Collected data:
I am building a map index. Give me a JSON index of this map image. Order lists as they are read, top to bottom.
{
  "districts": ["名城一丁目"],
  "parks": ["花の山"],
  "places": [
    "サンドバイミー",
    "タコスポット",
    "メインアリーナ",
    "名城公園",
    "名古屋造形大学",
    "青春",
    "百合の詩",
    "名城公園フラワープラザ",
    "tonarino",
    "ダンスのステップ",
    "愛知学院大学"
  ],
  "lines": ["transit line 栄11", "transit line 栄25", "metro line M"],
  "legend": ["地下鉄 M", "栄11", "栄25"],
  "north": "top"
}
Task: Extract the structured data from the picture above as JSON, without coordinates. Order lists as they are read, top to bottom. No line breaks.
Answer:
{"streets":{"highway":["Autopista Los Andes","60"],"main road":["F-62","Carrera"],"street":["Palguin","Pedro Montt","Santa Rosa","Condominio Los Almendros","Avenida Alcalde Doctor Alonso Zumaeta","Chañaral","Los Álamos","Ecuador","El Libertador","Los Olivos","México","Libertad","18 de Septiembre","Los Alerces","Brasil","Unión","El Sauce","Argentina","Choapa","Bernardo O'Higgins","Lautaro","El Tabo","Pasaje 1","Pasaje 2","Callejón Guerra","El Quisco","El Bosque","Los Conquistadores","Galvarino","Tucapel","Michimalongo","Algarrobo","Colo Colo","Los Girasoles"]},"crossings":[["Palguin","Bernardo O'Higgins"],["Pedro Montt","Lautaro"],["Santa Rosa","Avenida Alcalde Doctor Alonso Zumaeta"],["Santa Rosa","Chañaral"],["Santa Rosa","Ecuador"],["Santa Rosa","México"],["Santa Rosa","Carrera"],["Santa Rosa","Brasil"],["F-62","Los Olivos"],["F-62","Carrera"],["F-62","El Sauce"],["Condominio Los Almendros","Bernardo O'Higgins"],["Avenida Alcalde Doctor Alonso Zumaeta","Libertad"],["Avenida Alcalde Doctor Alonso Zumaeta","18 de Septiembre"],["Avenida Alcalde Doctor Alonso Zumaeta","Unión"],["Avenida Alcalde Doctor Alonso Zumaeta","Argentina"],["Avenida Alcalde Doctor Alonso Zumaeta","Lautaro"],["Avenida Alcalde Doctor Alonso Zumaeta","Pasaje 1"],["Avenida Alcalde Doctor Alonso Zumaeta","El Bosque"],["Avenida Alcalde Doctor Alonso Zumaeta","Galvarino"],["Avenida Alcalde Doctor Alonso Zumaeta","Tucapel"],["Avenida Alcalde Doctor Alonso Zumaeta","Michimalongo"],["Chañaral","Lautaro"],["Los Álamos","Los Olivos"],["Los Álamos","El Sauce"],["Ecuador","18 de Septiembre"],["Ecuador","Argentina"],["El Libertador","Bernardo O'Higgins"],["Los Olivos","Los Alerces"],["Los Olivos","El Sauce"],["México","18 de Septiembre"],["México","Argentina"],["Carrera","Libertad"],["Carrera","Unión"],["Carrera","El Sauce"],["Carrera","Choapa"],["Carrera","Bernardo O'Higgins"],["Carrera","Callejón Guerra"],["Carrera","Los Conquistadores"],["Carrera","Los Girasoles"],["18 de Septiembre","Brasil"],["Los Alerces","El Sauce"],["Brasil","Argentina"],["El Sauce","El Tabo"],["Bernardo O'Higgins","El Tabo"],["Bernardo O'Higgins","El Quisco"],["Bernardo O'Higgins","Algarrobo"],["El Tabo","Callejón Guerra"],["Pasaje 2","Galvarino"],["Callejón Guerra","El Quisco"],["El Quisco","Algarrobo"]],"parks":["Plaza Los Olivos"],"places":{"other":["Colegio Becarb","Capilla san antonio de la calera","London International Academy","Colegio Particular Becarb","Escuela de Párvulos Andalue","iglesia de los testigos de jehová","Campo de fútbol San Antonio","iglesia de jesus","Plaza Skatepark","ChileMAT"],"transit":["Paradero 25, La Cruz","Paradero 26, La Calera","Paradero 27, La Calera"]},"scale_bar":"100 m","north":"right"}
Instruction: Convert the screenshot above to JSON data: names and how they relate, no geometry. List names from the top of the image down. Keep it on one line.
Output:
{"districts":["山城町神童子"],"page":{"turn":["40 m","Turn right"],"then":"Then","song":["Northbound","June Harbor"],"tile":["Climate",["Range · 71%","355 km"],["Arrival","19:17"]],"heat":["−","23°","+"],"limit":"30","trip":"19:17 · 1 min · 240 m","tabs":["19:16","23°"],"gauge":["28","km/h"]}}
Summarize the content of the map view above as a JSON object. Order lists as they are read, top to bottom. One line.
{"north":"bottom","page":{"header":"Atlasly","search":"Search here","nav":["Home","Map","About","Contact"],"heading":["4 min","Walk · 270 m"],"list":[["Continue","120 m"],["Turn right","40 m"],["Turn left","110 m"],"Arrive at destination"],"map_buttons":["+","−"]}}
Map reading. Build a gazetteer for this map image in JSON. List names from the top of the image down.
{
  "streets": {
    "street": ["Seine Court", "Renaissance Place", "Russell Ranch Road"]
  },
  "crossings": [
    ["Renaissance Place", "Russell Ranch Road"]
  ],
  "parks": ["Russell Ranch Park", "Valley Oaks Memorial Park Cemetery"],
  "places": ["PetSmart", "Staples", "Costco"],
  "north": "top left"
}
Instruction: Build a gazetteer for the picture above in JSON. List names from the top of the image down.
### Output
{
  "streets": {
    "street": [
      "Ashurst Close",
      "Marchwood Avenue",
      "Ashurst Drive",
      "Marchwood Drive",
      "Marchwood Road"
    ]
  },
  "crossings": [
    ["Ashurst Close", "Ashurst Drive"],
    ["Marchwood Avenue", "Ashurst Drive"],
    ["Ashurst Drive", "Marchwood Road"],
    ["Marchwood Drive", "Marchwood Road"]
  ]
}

WHAT YOU WILL DO —
Please show every line above that includes the word "lists".

WRITTEN ANSWER —
I am building a map index. Give me a JSON index of this map image. Order lists as they are read, top to bottom.
Task: Extract the structured data from the picture above as JSON, without coordinates. Order lists as they are read, top to bottom. No line breaks.
Summarize the content of the map view above as a JSON object. Order lists as they are read, top to bottom. One line.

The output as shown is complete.